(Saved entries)
.....
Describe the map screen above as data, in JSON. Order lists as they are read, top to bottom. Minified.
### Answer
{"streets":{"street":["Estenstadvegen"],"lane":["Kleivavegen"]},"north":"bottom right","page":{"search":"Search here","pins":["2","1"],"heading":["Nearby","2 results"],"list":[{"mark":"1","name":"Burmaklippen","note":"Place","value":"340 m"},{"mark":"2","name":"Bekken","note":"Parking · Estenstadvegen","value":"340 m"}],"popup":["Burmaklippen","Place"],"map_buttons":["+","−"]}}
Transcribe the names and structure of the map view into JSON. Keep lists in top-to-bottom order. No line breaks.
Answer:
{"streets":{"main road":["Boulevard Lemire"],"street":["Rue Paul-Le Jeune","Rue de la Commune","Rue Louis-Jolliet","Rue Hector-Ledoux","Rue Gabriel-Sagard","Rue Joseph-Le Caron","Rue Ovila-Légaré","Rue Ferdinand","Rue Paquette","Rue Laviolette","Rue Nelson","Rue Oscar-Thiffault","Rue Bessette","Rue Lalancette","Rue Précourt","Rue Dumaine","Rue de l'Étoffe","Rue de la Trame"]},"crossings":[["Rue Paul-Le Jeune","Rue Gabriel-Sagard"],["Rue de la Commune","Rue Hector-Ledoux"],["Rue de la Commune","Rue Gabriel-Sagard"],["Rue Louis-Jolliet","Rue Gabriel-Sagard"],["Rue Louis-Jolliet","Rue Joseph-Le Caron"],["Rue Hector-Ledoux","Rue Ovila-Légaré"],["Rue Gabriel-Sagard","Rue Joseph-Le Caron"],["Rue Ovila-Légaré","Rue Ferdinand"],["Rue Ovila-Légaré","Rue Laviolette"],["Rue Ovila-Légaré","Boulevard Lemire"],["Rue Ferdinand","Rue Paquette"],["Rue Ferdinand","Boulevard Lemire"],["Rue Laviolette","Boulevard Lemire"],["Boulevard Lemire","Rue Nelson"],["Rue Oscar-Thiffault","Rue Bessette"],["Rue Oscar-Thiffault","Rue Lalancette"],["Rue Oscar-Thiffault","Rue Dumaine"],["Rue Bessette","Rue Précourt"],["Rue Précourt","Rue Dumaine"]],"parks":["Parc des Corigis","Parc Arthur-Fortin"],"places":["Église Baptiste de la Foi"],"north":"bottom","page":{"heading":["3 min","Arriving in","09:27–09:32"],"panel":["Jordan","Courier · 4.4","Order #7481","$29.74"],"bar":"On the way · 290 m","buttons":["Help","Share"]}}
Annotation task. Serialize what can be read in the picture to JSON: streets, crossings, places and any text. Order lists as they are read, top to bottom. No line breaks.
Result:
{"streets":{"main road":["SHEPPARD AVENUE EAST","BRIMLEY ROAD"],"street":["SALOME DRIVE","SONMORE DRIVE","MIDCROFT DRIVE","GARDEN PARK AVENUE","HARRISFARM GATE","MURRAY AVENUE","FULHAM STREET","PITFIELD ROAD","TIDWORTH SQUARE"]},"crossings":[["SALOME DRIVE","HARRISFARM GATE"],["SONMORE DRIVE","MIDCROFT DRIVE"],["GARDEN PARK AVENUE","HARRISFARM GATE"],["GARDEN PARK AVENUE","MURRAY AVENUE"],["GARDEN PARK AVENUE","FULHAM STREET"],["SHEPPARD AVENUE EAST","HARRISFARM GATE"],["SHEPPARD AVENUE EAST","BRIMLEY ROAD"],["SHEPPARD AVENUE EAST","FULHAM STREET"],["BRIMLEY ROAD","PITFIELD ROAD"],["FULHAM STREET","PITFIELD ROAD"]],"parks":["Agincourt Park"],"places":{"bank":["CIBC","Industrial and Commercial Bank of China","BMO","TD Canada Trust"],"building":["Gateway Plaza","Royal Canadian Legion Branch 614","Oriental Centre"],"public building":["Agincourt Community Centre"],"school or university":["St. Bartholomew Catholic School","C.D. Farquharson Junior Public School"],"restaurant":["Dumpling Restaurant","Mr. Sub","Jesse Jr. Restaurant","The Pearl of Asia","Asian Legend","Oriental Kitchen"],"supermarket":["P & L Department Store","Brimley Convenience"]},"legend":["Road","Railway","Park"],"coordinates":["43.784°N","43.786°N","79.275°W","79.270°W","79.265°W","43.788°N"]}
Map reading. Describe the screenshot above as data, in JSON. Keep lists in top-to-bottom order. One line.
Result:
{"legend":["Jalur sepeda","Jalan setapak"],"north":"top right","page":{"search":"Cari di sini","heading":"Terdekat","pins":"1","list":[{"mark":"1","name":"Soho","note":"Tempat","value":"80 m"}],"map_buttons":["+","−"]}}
.....
Transcribe all entries word for word.

Describe the map screen above as data, in JSON. Order lists as they are read, top to bottom. Minified.
### Answer
{"streets":{"street":["Estenstadvegen"],"lane":["Kleivavegen"]},"north":"bottom right","page":{"search":"Search here","pins":["2","1"],"heading":["Nearby","2 results"],"list":[{"mark":"1","name":"Burmaklippen","note":"Place","value":"340 m"},{"mark":"2","name":"Bekken","note":"Parking · Estenstadvegen","value":"340 m"}],"popup":["Burmaklippen","Place"],"map_buttons":["+","−"]}}
Transcribe the names and structure of the map view into JSON. Keep lists in top-to-bottom order. No line breaks.
Answer:
{"streets":{"main road":["Boulevard Lemire"],"street":["Rue Paul-Le Jeune","Rue de la Commune","Rue Louis-Jolliet","Rue Hector-Ledoux","Rue Gabriel-Sagard","Rue Joseph-Le Caron","Rue Ovila-Légaré","Rue Ferdinand","Rue Paquette","Rue Laviolette","Rue Nelson","Rue Oscar-Thiffault","Rue Bessette","Rue Lalancette","Rue Précourt","Rue Dumaine","Rue de l'Étoffe","Rue de la Trame"]},"crossings":[["Rue Paul-Le Jeune","Rue Gabriel-Sagard"],["Rue de la Commune","Rue Hector-Ledoux"],["Rue de la Commune","Rue Gabriel-Sagard"],["Rue Louis-Jolliet","Rue Gabriel-Sagard"],["Rue Louis-Jolliet","Rue Joseph-Le Caron"],["Rue Hector-Ledoux","Rue Ovila-Légaré"],["Rue Gabriel-Sagard","Rue Joseph-Le Caron"],["Rue Ovila-Légaré","Rue Ferdinand"],["Rue Ovila-Légaré","Rue Laviolette"],["Rue Ovila-Légaré","Boulevard Lemire"],["Rue Ferdinand","Rue Paquette"],["Rue Ferdinand","Boulevard Lemire"],["Rue Laviolette","Boulevard Lemire"],["Boulevard Lemire","Rue Nelson"],["Rue Oscar-Thiffault","Rue Bessette"],["Rue Oscar-Thiffault","Rue Lalancette"],["Rue Oscar-Thiffault","Rue Dumaine"],["Rue Bessette","Rue Précourt"],["Rue Précourt","Rue Dumaine"]],"parks":["Parc des Corigis","Parc Arthur-Fortin"],"places":["Église Baptiste de la Foi"],"north":"bottom","page":{"heading":["3 min","Arriving in","09:27–09:32"],"panel":["Jordan","Courier · 4.4","Order #7481","$29.74"],"bar":"On the way · 290 m","buttons":["Help","Share"]}}
Annotation task. Serialize what can be read in the picture to JSON: streets, crossings, places and any text. Order lists as they are read, top to bottom. No line breaks.
Result:
{"streets":{"main road":["SHEPPARD AVENUE EAST","BRIMLEY ROAD"],"street":["SALOME DRIVE","SONMORE DRIVE","MIDCROFT DRIVE","GARDEN PARK AVENUE","HARRISFARM GATE","MURRAY AVENUE","FULHAM STREET","PITFIELD ROAD","TIDWORTH SQUARE"]},"crossings":[["SALOME DRIVE","HARRISFARM GATE"],["SONMORE DRIVE","MIDCROFT DRIVE"],["GARDEN PARK AVENUE","HARRISFARM GATE"],["GARDEN PARK AVENUE","MURRAY AVENUE"],["GARDEN PARK AVENUE","FULHAM STREET"],["SHEPPARD AVENUE EAST","HARRISFARM GATE"],["SHEPPARD AVENUE EAST","BRIMLEY ROAD"],["SHEPPARD AVENUE EAST","FULHAM STREET"],["BRIMLEY ROAD","PITFIELD ROAD"],["FULHAM STREET","PITFIELD ROAD"]],"parks":["Agincourt Park"],"places":{"bank":["CIBC","Industrial and Commercial Bank of China","BMO","TD Canada Trust"],"building":["Gateway Plaza","Royal Canadian Legion Branch 614","Oriental Centre"],"public building":["Agincourt Community Centre"],"school or university":["St. Bartholomew Catholic School","C.D. Farquharson Junior Public School"],"restaurant":["Dumpling Restaurant","Mr. Sub","Jesse Jr. Restaurant","The Pearl of Asia","Asian Legend","Oriental Kitchen"],"supermarket":["P & L Department Store","Brimley Convenience"]},"legend":["Road","Railway","Park"],"coordinates":["43.784°N","43.786°N","79.275°W","79.270°W","79.265°W","43.788°N"]}
Map reading. Describe the screenshot above as data, in JSON. Keep lists in top-to-bottom order. One line.
Result:
{"legend":["Jalur sepeda","Jalan setapak"],"north":"top right","page":{"search":"Cari di sini","heading":"Terdekat","pins":"1","list":[{"mark":"1","name":"Soho","note":"Tempat","value":"80 m"}],"map_buttons":["+","−"]}}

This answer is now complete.